EXPERIENCE HISTORY
HEAVENLY LAPIS LAZULI
Reminiscent of its deep blue hues with twinkling flecks of gold, the Ancient Roman natural historian Pliny the Elder called lapis lazuli “a fragment of the starry firmament.” Considered a rock, lapis lazuli is a combination of several minerals, such as lazurite and gold-resembling pyrite. It is a semi-opaque stone, mined for its wearability and excellent take on polish to be used for jewelry and ornaments.
Did you know?
The name
The name lapis lazuli comes from the Latin lapis, "stone," and the Persian lazhuward, "blue."
DID YOU KNOW?
EYES OF THE KING
Lapis lazuli inlay was used for the eyes of the globally known burial mask of Tutankhamun. The bands in the headdress of the Ancient Egyptian king are actually made of blue-painted glass, and are an example of imitations that testify to the ancient demand for the stone.
DID YOU KNOW?
Vermeer’s SECRET
Some compare the 17th-century painter Vermeer’s copious use of natural ultramarine, a lapis-made pigment, to a true obsession. Vermeer realized early in his career that the admixture of ultramarine with tones of gray lended them a luminosity produced by intense daylight which cannot be produced otherwise. It explains why he used this pigment in so many of his paintings, including the famous Girl with a Pearl Earring.
LAPIS LAZULI
A HISTORY
Humans have always felt a natural attraction to lapis lazuli (lapis in short). Archeologists have found lapis lazuli jewelry and beads at sites dating back to as early as 6000 BCE. Its use for artisanry and jewelry probably originated in Badakhshan, a mountainous region comprising northeastern Afghanistan, eastern Tajikistan, and the Tashkurgan county in China. Some of the oldest lapis operating mines can be found here today. It is said some of them have been existing for over 7000 years, and that Marco Polo referred to the area’s mines in 1271. They are, in fact, the world’s oldest known commercial gemstone sources. Yet few outsiders have seen them with their own eyes, as their location is unbelievably hard to reach. Until today, Afghanistan is considered a major source for top-quality lapis lazuli.

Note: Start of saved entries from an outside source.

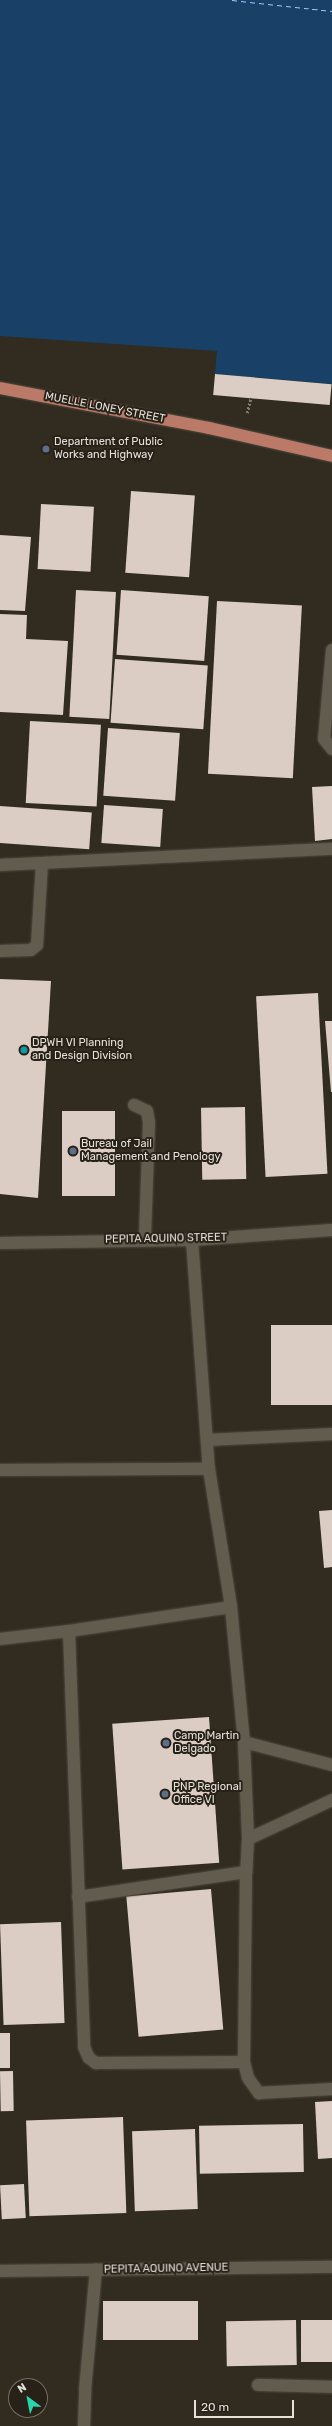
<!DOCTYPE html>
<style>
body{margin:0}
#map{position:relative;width:332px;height:2426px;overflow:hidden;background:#312b20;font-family:Rubik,sans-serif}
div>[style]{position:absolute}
.water>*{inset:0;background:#194067}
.ferry>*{height:1px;margin-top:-0.5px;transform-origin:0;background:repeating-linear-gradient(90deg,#9ccbfe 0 5px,transparent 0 9px)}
.building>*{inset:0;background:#dbcdc3;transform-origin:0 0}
.path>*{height:2.5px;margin-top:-1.25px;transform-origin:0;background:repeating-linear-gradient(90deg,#827e74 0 2px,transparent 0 4px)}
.roads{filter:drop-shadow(0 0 1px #4e493f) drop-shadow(0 0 1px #4e493f)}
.minor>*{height:12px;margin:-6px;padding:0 6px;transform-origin:6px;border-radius:6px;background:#625c4f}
.major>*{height:12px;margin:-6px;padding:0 6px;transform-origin:6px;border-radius:6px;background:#bb7967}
.dots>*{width:11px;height:11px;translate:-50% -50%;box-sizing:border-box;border:2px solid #272117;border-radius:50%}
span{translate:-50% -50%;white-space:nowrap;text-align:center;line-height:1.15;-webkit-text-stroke:4px #272117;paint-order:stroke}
.street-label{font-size:11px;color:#e4e1d9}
.poi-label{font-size:11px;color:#e4e1d9}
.left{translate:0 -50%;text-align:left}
.north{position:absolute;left:8px;top:2378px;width:40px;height:40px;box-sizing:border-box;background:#272117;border:1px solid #736e65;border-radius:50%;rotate:328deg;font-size:11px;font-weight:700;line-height:16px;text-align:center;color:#e4e1d9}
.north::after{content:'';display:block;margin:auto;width:14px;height:18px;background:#28d5ad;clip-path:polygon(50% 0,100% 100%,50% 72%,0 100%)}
.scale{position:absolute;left:194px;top:2400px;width:100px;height:18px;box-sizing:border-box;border:2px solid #e4e1d9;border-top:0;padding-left:5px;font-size:12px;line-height:14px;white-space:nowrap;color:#e4e1d9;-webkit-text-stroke:3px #272117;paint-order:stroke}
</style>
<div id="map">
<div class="water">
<i style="clip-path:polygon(0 0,332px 0,332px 384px,215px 374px,217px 351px,0 336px)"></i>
</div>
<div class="ferry">
<i style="left:232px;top:0;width:101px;rotate:6.3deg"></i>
</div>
<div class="building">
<i style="left:215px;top:374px;width:117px;height:21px;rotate:5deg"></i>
<i style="left:131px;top:491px;width:64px;height:82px;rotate:4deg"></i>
<i style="left:41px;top:504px;width:53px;height:65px;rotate:3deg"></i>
<i style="clip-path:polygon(0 535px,31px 537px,25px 611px,0 610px)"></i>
<i style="left:76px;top:590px;width:40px;height:127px;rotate:3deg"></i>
<i style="left:121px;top:590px;width:88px;height:65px;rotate:4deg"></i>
<i style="left:217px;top:601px;width:85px;height:173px;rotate:3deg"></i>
<i style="clip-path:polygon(0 614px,27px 615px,26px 639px,68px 641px,63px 715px,0 712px)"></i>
<i style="left:115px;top:659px;width:93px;height:64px;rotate:4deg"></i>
<i style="left:30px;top:721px;width:71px;height:82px;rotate:3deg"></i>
<i style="left:108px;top:728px;width:72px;height:68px;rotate:4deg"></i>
<i style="clip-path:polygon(332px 786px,332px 839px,315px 841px,312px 787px)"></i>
<i style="left:104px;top:805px;width:59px;height:38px;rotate:4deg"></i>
<i style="left:0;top:806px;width:92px;height:37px;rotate:4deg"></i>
<i style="clip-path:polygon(0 979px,51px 981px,38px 1198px,0 1194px)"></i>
<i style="left:318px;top:993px;width:181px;height:62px;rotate:87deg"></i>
<i style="clip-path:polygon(325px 1021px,332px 1021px,332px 1092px,331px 1092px)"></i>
<i style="left:245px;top:1107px;width:72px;height:44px;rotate:89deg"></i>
<i style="left:62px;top:1111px;width:53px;height:85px"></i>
<i style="left:332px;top:1325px;width:80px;height:61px;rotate:90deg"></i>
<i style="clip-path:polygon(332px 1510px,332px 1567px,324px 1568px,319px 1511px)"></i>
<i style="left:209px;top:1717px;width:146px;height:97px;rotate:86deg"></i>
<i style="left:211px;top:1889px;width:141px;height:85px;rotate:85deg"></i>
<i style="left:61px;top:1922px;width:101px;height:61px;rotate:88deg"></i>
<i style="left:0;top:2033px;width:10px;height:35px"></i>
<i style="left:13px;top:2071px;width:40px;height:13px;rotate:89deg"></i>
<i style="clip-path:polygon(332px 2101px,332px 2158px,318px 2159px,315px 2102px)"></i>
<i style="left:123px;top:2117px;width:96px;height:97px;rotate:88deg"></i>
<i style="left:303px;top:2124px;width:48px;height:104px;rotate:89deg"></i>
<i style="left:195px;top:2129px;width:80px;height:63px;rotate:88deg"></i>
<i style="left:24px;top:2184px;width:34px;height:24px;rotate:87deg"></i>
<i style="left:103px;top:2301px;width:95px;height:39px"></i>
<i style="left:296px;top:2320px;width:45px;height:70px;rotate:89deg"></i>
<i style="left:301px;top:2320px;width:31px;height:42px"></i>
</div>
<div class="path">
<i style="left:247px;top:413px;width:16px;rotate:-76deg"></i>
</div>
<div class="roads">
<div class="minor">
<i style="left:332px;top:650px;width:89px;rotate:95.1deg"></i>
<i style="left:324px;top:739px;width:13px;rotate:51deg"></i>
<i style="left:0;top:865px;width:332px;rotate:-2.8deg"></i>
<i style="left:0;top:951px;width:31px;rotate:-2deg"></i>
<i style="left:31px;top:950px;width:8px;rotate:-40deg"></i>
<i style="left:37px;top:945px;width:82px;rotate:-86.5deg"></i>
<i style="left:134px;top:1105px;width:14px;rotate:25deg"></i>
<i style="left:147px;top:1111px;width:11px;rotate:80deg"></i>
<i style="left:149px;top:1122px;width:117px;rotate:92deg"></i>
<i style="left:192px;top:1240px;width:230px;rotate:85.8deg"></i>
<i style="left:209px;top:1469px;width:140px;rotate:80.9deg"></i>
<i style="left:231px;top:1607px;width:136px;rotate:84.5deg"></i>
<i style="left:244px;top:1742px;width:97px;rotate:87.6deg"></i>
<i style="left:248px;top:1839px;width:33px;rotate:93deg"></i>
<i style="left:246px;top:1872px;width:190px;rotate:90.6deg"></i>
<i style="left:244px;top:2062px;width:16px;rotate:76deg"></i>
<i style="left:248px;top:2078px;width:19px;rotate:54deg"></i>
<i style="left:259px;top:2093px;width:73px;rotate:-3.1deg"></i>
<i style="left:0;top:1243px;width:192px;rotate:-0.9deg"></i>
<i style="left:192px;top:1240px;width:140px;rotate:-4.1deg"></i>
<i style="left:207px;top:1440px;width:125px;rotate:-2.7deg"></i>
<i style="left:0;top:1470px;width:209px;rotate:-0.3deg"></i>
<i style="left:69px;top:1631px;width:416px;rotate:87.9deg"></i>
<i style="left:84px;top:2047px;width:12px;rotate:66deg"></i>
<i style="left:89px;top:2058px;width:9px;rotate:36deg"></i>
<i style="left:96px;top:2063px;width:148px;rotate:-0.4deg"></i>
<i style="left:0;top:1639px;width:69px;rotate:-6.6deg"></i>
<i style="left:69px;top:1631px;width:164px;rotate:-8.4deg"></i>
<i style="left:244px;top:1742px;width:91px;rotate:14.6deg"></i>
<i style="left:248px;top:1839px;width:93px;rotate:-24.9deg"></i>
<i style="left:78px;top:1897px;width:170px;rotate:-8.5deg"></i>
<i style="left:0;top:2271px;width:332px;rotate:-0.7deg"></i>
<i style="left:258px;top:2385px;width:74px;rotate:1.5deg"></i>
<i style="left:84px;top:2426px;width:36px;rotate:-88deg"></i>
<i style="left:85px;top:2390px;width:121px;rotate:-84.8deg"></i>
</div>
<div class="major">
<i style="left:0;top:388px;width:213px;rotate:10.8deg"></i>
<i style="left:209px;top:428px;width:126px;rotate:12.8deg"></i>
</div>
</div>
<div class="dots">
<i style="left:46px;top:449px;background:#5c6f8a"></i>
<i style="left:24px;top:1050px;background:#0f9aa8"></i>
<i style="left:73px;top:1151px;background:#5c6f8a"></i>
<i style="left:166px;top:1743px;background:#5c6f8a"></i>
<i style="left:165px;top:1794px;background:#5c6f8a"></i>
</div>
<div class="street-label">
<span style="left:105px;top:408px;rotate:11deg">MUELLE LONEY STREET</span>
<span style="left:166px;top:1239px;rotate:-1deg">PEPITA AQUINO STREET</span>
<span style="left:166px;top:2269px;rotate:-1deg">PEPITA AQUINO AVENUE</span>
</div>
<div class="poi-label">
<span class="left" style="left:54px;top:449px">Department of Public<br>Works and Highway</span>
<span class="left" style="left:32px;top:1050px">DPWH VI Planning<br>and Design Division</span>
<span class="left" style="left:81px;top:1151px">Bureau of Jail<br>Management and Penology</span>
<span class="left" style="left:174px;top:1743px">Camp Martin<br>Delgado</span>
<span class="left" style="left:173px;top:1794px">PNP Regional<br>Office VI</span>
</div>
<div class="north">N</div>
<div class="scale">20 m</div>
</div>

Lapis would typically, due to its excellent wearability, be fashioned into jewelry pieces such as cabochons, beads, inlays, and tablets. But the stone’s use was never limited to jewelry alone. It was also carved into day-to-day objects such as dagger handles, hair combs, game boards, and amulets.In Old Babylonian times, cylinder seals carved from lapis lazuli were used to press official seals, signatures, and religious inscriptions into wet clay. In the Ayurvedic tradition, it was described as a type of lapidary medicine, and in Ancient Egypt, lapis was ground into pigment to create blue cosmetics. In 18th-century English and French royal courts, a symbolic “gem language” was used to discreetly convey messages. People would wear bracelets, brooches, and rings with gems, the first letters of which conveyed a motto or sentiment. Lapis lazuli reportedly portrayed messages such as “good luck” or “love me,” depending on usage and setting.
LAPIS LAZULI
THE ISLAMIC TRADITION
From inscripted rings to engraved sword handles, bowls, tiles, and illuminated Qur’an manuscripts—the versatile use of this rock is also apparent in the Islamic tradition. Within the Unani Medicine tradition, it is considered as an effective drug to treat nerve and psychological disorders, especially melancholia. As Joumana Medlej, an expert in the field of pigments, has pointed out, Islamic illuminators used ultramarine, a color pigment originally made by grinding lapis lazuli into a powder, to highlight the most special manuscripts. Producing pigment out of lapis lazuli was incredibly labor-intensive and hence costly. True ultramarine did not appear in Europe before the 12th century, she adds, but was known to the Arabs earlier. The first descriptions of the pigmenting process stem from Arabic alchemical texts. In his masterpiece Treatises on How To Recognise Gems, the great 11th-century scientist al-Biruni cites that the color of lapis lazuli, when ground, “is so pleasing that none of the stones resembling it displays such a beautiful color.”